***** Records provided

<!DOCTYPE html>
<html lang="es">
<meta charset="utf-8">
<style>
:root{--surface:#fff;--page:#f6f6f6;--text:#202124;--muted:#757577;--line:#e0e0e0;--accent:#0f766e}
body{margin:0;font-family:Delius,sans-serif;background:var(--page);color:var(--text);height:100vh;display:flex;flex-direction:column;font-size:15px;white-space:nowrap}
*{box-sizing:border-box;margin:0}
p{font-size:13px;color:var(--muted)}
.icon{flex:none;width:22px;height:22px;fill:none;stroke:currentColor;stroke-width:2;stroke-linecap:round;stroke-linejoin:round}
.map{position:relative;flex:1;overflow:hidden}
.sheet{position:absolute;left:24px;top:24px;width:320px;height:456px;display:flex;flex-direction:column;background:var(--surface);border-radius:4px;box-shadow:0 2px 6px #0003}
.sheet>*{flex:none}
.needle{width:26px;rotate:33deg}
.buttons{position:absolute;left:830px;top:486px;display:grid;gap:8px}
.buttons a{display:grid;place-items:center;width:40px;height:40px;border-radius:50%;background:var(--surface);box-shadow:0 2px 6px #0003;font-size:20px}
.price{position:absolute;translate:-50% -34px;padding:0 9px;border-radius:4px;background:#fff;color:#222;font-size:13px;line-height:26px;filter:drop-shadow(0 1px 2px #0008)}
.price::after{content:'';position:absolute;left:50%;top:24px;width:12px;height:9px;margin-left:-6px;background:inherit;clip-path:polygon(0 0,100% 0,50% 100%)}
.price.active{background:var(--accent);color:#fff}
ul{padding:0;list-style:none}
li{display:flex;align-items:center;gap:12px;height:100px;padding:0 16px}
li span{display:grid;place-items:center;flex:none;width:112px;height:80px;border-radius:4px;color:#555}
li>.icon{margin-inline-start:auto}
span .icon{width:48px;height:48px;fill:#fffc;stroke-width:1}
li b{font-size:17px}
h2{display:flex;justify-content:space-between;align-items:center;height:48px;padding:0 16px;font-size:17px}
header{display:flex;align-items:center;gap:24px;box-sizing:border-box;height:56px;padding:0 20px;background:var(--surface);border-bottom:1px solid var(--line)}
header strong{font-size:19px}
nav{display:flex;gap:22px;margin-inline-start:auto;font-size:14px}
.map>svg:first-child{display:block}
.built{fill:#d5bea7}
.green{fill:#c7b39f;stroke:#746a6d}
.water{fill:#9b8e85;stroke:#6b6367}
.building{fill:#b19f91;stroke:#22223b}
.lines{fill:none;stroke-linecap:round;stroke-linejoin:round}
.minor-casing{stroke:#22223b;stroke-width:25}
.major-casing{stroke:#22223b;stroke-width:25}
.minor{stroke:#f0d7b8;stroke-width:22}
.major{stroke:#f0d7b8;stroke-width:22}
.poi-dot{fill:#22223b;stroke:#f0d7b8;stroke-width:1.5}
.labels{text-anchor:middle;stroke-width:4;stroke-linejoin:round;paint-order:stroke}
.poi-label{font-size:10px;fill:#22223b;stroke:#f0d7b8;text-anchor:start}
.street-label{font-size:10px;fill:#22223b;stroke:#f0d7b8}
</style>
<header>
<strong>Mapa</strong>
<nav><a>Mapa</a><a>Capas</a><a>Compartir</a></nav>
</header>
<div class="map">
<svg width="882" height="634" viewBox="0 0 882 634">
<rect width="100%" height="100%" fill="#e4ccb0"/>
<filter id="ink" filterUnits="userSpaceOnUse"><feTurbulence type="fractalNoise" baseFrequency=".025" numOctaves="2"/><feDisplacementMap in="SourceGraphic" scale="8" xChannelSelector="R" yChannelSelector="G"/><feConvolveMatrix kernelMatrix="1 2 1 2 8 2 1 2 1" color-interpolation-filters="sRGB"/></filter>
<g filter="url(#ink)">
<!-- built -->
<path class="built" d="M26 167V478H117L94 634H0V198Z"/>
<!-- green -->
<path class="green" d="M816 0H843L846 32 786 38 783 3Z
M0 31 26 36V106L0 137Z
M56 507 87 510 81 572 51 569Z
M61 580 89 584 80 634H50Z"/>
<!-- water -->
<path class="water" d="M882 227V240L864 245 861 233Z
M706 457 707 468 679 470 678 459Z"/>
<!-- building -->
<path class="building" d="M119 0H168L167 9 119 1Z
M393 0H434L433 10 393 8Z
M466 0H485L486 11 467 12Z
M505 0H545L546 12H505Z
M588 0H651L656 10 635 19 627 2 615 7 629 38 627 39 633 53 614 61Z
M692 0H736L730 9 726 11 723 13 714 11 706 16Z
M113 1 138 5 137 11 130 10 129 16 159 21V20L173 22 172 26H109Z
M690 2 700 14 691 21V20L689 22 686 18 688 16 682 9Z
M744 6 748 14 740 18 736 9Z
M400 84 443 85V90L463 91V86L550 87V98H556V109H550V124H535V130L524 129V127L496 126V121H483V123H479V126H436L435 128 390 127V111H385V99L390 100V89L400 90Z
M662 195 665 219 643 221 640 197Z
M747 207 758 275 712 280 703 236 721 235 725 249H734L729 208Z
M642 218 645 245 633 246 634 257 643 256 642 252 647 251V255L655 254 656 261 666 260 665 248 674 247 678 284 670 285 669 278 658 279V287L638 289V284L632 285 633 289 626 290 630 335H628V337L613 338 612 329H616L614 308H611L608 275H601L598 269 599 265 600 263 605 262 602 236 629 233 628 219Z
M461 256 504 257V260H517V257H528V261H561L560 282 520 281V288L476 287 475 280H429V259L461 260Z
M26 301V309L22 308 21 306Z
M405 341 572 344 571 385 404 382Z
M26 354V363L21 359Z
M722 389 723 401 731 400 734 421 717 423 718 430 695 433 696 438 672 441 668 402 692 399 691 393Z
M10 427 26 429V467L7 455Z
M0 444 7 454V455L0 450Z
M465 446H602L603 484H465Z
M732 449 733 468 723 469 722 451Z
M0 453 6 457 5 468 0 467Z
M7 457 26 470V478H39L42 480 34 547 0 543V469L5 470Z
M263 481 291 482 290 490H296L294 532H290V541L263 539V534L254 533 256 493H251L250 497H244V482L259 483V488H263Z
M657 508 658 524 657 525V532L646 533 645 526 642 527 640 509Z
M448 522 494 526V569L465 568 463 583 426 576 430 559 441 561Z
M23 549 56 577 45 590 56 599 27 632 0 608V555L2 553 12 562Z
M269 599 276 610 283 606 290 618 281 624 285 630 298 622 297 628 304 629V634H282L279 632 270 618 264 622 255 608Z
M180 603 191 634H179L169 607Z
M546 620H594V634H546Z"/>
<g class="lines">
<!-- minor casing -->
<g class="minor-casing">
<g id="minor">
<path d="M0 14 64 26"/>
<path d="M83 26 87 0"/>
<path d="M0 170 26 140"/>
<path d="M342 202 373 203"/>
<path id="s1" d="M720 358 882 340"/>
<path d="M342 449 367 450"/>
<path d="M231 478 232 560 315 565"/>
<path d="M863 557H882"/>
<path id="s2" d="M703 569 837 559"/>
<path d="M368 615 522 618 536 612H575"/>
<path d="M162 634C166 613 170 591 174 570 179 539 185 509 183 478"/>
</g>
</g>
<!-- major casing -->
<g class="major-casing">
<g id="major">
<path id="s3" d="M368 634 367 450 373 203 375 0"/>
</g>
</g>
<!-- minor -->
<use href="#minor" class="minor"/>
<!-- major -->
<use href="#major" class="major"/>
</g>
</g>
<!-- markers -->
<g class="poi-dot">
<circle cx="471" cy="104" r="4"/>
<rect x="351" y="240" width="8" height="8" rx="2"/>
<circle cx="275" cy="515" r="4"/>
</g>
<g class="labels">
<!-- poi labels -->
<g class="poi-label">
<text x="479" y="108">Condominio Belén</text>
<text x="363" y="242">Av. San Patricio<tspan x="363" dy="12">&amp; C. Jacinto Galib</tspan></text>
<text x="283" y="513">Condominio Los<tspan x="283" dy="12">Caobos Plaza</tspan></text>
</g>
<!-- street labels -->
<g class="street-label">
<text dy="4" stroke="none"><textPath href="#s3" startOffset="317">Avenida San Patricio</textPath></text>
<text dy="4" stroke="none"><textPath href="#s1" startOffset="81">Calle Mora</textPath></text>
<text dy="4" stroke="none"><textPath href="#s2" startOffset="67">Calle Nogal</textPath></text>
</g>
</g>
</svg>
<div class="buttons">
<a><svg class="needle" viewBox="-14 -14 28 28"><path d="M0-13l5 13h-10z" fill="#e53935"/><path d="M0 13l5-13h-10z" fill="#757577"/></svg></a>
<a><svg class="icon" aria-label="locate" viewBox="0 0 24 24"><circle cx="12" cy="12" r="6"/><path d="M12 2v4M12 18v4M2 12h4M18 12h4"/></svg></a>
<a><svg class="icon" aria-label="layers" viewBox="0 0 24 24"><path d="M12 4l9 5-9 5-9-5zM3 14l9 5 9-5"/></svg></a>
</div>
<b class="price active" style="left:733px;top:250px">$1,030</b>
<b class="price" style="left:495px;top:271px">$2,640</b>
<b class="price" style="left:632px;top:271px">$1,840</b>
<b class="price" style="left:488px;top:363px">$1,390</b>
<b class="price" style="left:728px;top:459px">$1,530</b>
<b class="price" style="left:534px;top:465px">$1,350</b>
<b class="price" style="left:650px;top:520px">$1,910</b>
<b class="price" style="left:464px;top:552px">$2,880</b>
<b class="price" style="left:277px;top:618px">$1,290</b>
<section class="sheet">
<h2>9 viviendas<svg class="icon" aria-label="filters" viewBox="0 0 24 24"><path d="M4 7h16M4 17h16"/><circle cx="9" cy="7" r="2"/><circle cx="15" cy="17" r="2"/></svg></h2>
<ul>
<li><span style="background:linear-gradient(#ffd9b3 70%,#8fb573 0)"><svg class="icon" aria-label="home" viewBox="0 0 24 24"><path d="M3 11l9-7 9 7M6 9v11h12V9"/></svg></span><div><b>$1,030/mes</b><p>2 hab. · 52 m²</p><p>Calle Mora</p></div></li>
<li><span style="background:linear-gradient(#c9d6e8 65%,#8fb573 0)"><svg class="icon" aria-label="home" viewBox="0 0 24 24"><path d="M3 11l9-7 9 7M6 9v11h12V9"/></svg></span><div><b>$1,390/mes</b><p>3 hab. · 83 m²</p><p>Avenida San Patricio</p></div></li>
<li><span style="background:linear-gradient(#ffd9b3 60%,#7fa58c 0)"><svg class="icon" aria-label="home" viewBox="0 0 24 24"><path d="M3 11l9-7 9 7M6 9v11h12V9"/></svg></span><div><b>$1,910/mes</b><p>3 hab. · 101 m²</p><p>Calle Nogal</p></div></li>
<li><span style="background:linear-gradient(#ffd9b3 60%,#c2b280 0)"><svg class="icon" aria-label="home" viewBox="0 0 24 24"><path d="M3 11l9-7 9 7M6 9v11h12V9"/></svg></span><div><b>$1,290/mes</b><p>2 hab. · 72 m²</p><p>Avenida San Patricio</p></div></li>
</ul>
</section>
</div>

**********

_Goal of the exercise_. Tally how many lines of the data include the word "buttons". Write the number and nothing else.

_Reply_. 3